> EXERCISE DIRECTIONS
What are the lines from the top of the entries through the one with "--surface:#171b24; --page:#242831; --text:#f1f3f6;"? Write them out exactly, with no pictures.

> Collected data
★ ★ ★

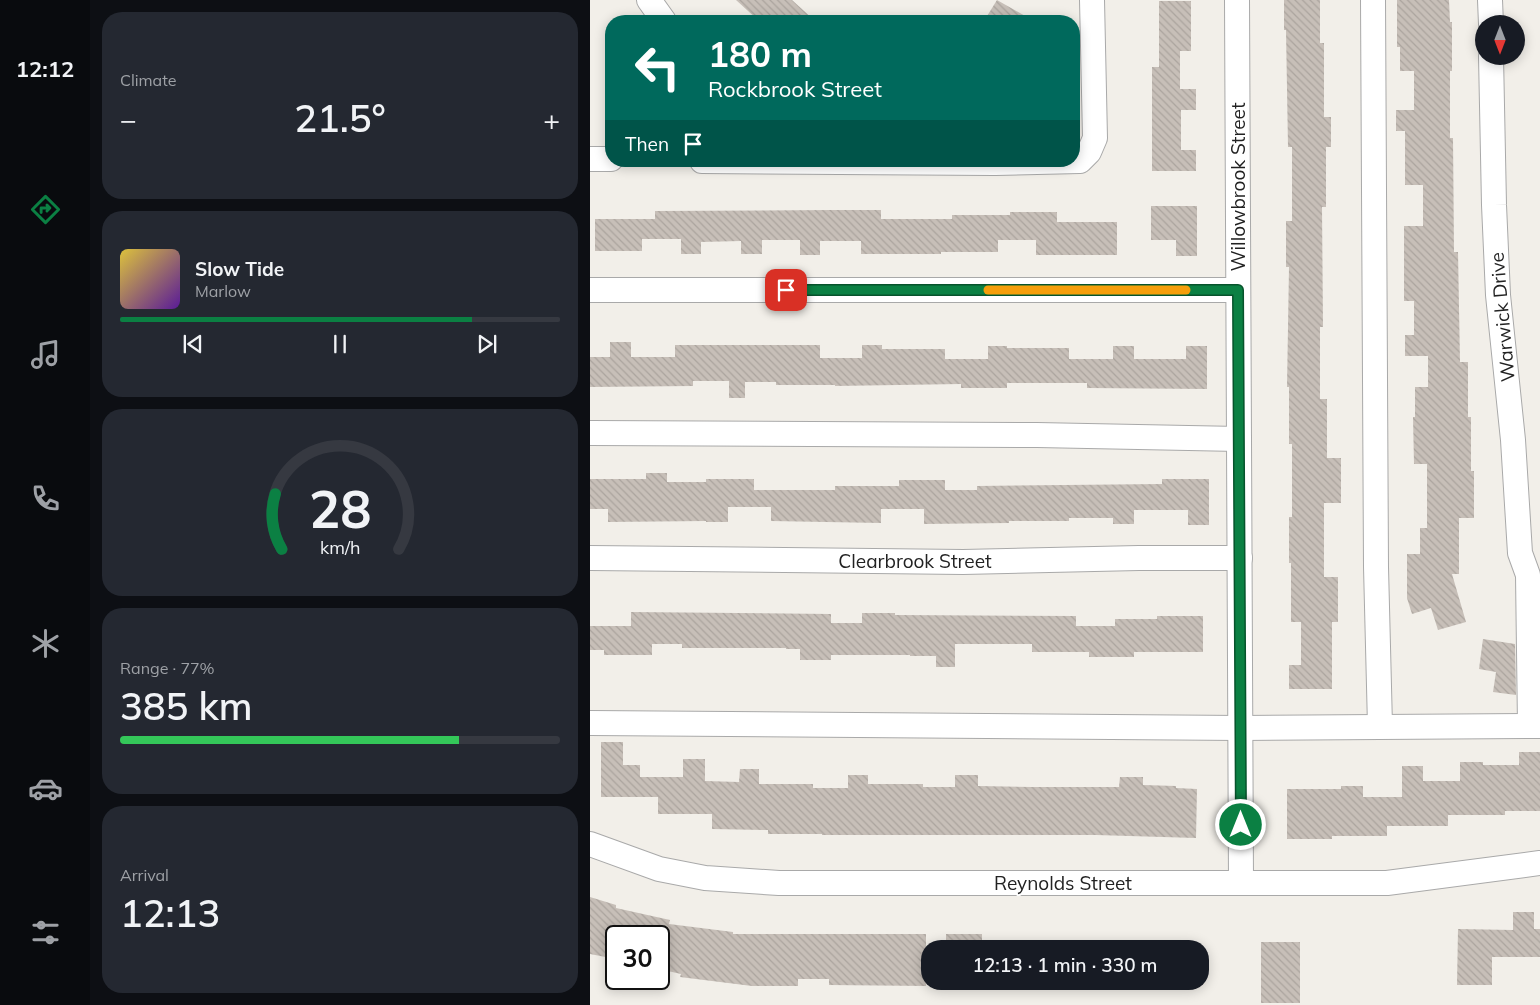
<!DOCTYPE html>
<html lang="en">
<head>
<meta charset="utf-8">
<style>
  :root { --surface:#171b24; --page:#242831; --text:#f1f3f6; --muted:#9ea1a6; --line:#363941; --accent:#0b8043 }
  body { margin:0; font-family:Mulish,sans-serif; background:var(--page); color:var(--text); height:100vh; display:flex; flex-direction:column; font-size:19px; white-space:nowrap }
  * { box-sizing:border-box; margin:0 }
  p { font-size:16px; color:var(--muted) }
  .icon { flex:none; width:28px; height:28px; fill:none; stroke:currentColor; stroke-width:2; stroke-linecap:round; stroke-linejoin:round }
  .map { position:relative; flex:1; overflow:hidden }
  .drawer { display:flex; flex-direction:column; gap:12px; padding:12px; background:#0d0f14; width:500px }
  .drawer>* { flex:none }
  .hud { position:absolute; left:15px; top:15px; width:475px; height:152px; border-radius:20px; box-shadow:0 2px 12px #0003; background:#00695c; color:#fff; overflow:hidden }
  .needle { width:32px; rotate:180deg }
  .buttons { position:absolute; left:885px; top:15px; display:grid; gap:10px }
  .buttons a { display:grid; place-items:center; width:50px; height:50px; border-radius:50%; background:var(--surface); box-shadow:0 2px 12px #0003; font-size:25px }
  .speed { position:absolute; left:15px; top:925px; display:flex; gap:10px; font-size:25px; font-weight:700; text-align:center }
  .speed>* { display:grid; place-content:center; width:65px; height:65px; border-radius:50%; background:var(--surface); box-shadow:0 2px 12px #0003; line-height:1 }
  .speed .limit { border:2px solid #111; border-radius:8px; background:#fff; color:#111 }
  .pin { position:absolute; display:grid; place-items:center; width:42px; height:42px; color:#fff; margin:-21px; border-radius:10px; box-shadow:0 2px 8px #0006 }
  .me { position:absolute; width:55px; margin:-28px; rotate:0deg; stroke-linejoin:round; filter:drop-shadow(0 0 4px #0008) }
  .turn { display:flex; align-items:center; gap:18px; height:105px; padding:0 20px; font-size:22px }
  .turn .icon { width:65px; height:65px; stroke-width:2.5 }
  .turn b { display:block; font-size:35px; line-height:42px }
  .then { display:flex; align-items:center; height:48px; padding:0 20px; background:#0003; gap:10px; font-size:19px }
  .big { font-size:38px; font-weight:600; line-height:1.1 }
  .drawer .card { flex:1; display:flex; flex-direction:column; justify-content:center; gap:8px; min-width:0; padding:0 18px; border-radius:20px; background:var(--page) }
  .drawer .dial { align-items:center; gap:0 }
  .dial svg { height:130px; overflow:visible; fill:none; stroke:var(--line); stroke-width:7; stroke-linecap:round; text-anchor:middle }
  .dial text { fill:var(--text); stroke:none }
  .song { display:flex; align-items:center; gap:15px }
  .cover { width:60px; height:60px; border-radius:8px; background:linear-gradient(135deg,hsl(50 70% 55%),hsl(270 70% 35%)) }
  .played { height:5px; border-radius:2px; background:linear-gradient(90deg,var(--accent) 80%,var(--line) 80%) }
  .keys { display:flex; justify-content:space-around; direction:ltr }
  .heat { display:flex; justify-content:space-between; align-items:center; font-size:28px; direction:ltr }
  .charge { height:8px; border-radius:4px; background:linear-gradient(90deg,#34c759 77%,var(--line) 0) }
  .trip { position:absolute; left:331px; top:940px; width:288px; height:50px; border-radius:20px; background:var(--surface); box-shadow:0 2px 12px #0003; font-weight:600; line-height:50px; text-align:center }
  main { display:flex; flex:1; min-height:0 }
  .dock { display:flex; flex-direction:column; width:90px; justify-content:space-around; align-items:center; background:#090b0e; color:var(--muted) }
  .dock .icon { width:35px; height:35px }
  .dock .active { color:var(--accent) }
  .dock b { font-size:22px; color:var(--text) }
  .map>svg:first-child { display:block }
  .building { fill:url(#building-back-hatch) }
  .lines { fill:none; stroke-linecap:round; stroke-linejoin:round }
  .minor-casing { stroke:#a9a9a9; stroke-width:26 }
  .minor { stroke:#fff; stroke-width:24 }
  .route-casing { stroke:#07532c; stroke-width:12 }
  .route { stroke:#0b8043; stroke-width:9 }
  .slow { stroke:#f59e0b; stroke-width:9 }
  .labels { text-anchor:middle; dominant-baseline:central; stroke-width:4; stroke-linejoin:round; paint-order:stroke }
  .street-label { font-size:19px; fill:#222; stroke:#fff }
</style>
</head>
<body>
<main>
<nav class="dock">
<b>12:12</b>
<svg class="icon active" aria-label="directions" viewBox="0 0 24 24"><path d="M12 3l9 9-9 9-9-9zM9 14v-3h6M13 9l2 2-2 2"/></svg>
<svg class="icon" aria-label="music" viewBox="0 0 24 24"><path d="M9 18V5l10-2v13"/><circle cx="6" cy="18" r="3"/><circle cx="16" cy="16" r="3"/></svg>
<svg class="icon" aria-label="phone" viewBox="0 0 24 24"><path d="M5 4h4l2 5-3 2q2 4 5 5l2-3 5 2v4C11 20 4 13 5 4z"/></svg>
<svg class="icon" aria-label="climate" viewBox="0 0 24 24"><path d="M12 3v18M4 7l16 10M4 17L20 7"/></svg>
<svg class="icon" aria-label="car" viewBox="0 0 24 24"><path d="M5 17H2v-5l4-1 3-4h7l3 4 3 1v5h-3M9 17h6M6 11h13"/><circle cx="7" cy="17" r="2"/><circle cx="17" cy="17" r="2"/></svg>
<svg class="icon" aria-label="filters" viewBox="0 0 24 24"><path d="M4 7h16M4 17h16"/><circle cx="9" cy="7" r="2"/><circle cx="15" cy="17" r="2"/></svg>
</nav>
<section class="drawer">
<div class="card"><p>Climate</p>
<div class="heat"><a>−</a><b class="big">21.5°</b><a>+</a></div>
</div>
<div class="card">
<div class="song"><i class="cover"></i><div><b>Slow Tide</b><p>Marlow</p></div></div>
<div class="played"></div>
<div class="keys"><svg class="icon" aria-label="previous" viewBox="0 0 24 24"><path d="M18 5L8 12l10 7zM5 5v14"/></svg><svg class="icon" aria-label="pause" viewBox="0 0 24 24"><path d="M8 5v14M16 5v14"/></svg><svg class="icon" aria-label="next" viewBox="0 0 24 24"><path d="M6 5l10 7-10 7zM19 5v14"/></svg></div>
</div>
<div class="card dial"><svg viewBox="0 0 100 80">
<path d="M14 69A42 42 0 1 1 86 69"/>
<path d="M14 69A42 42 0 0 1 10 35" stroke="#0b8043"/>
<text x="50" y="56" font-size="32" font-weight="700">28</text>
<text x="50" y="72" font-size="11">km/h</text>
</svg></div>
<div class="card"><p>Range · 77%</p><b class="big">385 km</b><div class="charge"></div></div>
<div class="card"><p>Arrival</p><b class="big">12:13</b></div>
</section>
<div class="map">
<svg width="950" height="1005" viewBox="0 0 950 1005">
  <defs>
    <pattern id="building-back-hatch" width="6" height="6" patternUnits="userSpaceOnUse" patternTransform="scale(1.25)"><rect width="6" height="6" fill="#c7bfb8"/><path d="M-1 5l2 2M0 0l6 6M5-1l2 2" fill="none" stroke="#aba49e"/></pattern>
  </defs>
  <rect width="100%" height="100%" fill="#f2efe9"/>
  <g class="building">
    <polygon points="146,0 202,0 225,21 169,21"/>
    <polygon points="407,0 444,21 394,21"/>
    <polygon points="694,0 730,0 730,43 734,43 734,117 741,117 741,147 736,147 736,207 732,207 733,327 730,327 730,399 737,399 737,458 751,458 751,503 734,503 734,577 748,577 748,622 742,622 742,689 699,689 699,665 711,665 711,622 701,622 701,563 699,563 699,517 702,517 702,444 699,444 699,387 697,387 699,267 696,267 696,221 702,221 702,147 698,147 696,30 694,30"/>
    <polygon points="807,0 859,0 860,22 862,22 862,71 860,71 860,138 863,138 864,252 868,252 870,362 878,362 878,417 881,417 881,471 884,471 884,518 869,518 869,574 862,574 876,622 848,630 841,608 822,614 817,598 817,554 830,554 830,528 837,528 837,464 824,464 823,417 825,417 825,387 838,387 838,356 815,356 815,335 824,335 824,301 814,301 814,226 833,226 833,185 815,185 815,131 806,131 806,110 824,110 824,71 810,71 810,47 807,47"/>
    <polygon points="569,1 601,1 601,51 590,51 590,89 606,89 606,110 591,110 591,150 606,150 606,171 562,171 562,67 569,67"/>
    <polygon points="561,206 607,206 607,256 586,256 586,240 561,240"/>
    <polygon points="242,210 291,210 291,219 362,219 362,215 420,215 420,212 467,212 467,222 527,222 527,255 446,255 446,240 408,240 408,252 351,252 351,254 271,254 271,241 230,241 230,255 210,255 210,240 172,240 172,254 151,254 151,241 111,242 111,254 91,254 91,239 52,239 52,251 5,251 5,219 65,219 65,211"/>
    <polygon points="20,342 41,342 41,357 85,357 85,345 230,345 230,358 272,358 272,345 292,345 292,349 355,349 355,359 398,359 398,346 417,346 417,348 479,348 479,359 523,359 523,346 544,346 544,359 596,359 596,346 617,346 617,389 497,388 497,383 417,383 417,388 371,388 371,384 245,386 245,385 186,385 186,382 155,382 155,398 139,398 139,381 103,381 103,386 0,387 0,357 20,357"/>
    <polygon points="56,473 77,473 77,482 116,482 116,479 164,479 164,490 245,490 245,486 309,486 309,480 355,480 355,490 387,490 387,486 572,484 572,479 619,479 619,525 598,525 598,510 544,510 544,524 523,524 523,518 479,518 479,521 419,521 419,523 334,524 334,509 291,509 291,523 181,521 181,507 138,507 138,522 116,522 116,521 18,522 18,509 0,509 0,479 56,479"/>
    <polygon points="41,612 241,614 241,623 272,623 272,613 305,613 305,615 486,616 486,626 525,626 525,619 567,619 567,616 613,616 613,652 544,652 544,657 499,657 499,652 442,652 442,644 365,644 365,667 346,667 346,656 320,656 320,655 241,655 241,660 210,660 210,649 196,649 196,648 92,648 92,644 62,644 62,655 14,655 14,650 0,650 0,626 41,626"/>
    <polygon points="893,639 925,644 926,695 903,692 906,672 889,669"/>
    <polygon points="11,742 33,742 33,765 50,765 50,777 93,777 93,759 115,759 115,781 149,782 150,769 169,769 169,784 223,784 223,788 258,788 258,775 278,775 278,784 333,784 333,787 365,787 365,775 388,775 388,786 442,787 529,787 530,777 553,777 553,785 586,786 586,788 607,789 606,838 506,835 232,835 232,834 178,834 178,830 122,829 122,814 68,814 68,797 11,797"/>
    <polygon points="929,752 950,752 950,811 915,811 915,815 858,815 858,826 797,826 797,836 742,836 742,839 697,839 697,789 751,789 751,786 773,786 773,797 812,797 812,766 833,766 833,781 870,781 870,762 893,762 893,765 929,765"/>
    <polygon points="0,897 26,905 26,908 80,920 79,924 143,932 143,934 336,934 336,986 239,985 239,979 208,979 208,986 162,986 90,977 91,974 69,969 69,936 26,936 26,959 0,954"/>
    <polygon points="923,912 944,912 944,929 950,929 950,957 902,957 902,985 867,985 868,929 923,930"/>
    <rect x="356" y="934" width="36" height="15"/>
    <rect x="671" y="942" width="39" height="61"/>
  </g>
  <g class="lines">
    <defs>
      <g id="minor">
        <polyline points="59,0 74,21"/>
        <polyline points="647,0 651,883"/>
        <polyline points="783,0 786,567 790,726"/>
        <polyline points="900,0 901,24"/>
        <polyline points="901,56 904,205 908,295 923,440 930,553 938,575 940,726"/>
        <polyline points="0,159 21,159"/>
        <polyline points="112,161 405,163 490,161 499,152 505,138 502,0"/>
        <polyline points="0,290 648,290"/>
        <polyline points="0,433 447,435 649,439"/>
        <polyline points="0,558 373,562 549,558 650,558"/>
        <polyline points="0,723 650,728 950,726"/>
        <polyline points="0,844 69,869 115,878 189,883 797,883 950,863"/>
      </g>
    </defs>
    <use href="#minor" class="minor-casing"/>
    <use href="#minor" class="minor"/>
  </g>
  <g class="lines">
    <defs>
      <polyline id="route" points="196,290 648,290 651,825"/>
    </defs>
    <use href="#route" class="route-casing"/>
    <use href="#route" class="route"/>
    <polyline class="slow" points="398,290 596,290"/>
  </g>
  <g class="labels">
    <g class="street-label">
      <text transform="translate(648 187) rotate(-90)">Willowbrook Street</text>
      <text transform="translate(912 317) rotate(-95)">Warwick Drive</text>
      <text x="325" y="561">Clearbrook Street</text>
      <text x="473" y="883">Reynolds Street</text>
    </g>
  </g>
</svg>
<div class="buttons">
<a><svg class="needle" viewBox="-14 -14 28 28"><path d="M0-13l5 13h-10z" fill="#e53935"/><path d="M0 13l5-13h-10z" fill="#9ea1a6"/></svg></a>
</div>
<div class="speed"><div class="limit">30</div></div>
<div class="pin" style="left:196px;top:290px;background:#d93025"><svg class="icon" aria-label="arrive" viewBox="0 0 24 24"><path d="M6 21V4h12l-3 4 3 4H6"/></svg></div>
<svg class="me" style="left:651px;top:825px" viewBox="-20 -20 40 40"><circle r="17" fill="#0b8043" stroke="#fff" stroke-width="3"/><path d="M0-11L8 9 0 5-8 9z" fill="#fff"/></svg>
<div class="trip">12:13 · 1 min · 330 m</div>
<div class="hud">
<div class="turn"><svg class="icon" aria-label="left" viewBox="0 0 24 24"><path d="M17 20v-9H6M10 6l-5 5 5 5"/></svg><div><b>180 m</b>Rockbrook Street</div></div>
<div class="then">Then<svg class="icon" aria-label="arrive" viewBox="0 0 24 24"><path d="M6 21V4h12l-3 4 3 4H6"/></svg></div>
</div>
</div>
</main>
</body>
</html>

★ ★ ★

> SOLUTION
<!DOCTYPE html>
<html lang="en">
<head>
<meta charset="utf-8">
<style>
  :root { --surface:#171b24; --page:#242831; --text:#f1f3f6; --muted:#9ea1a6; --line:#363941; --accent:#0b8043 }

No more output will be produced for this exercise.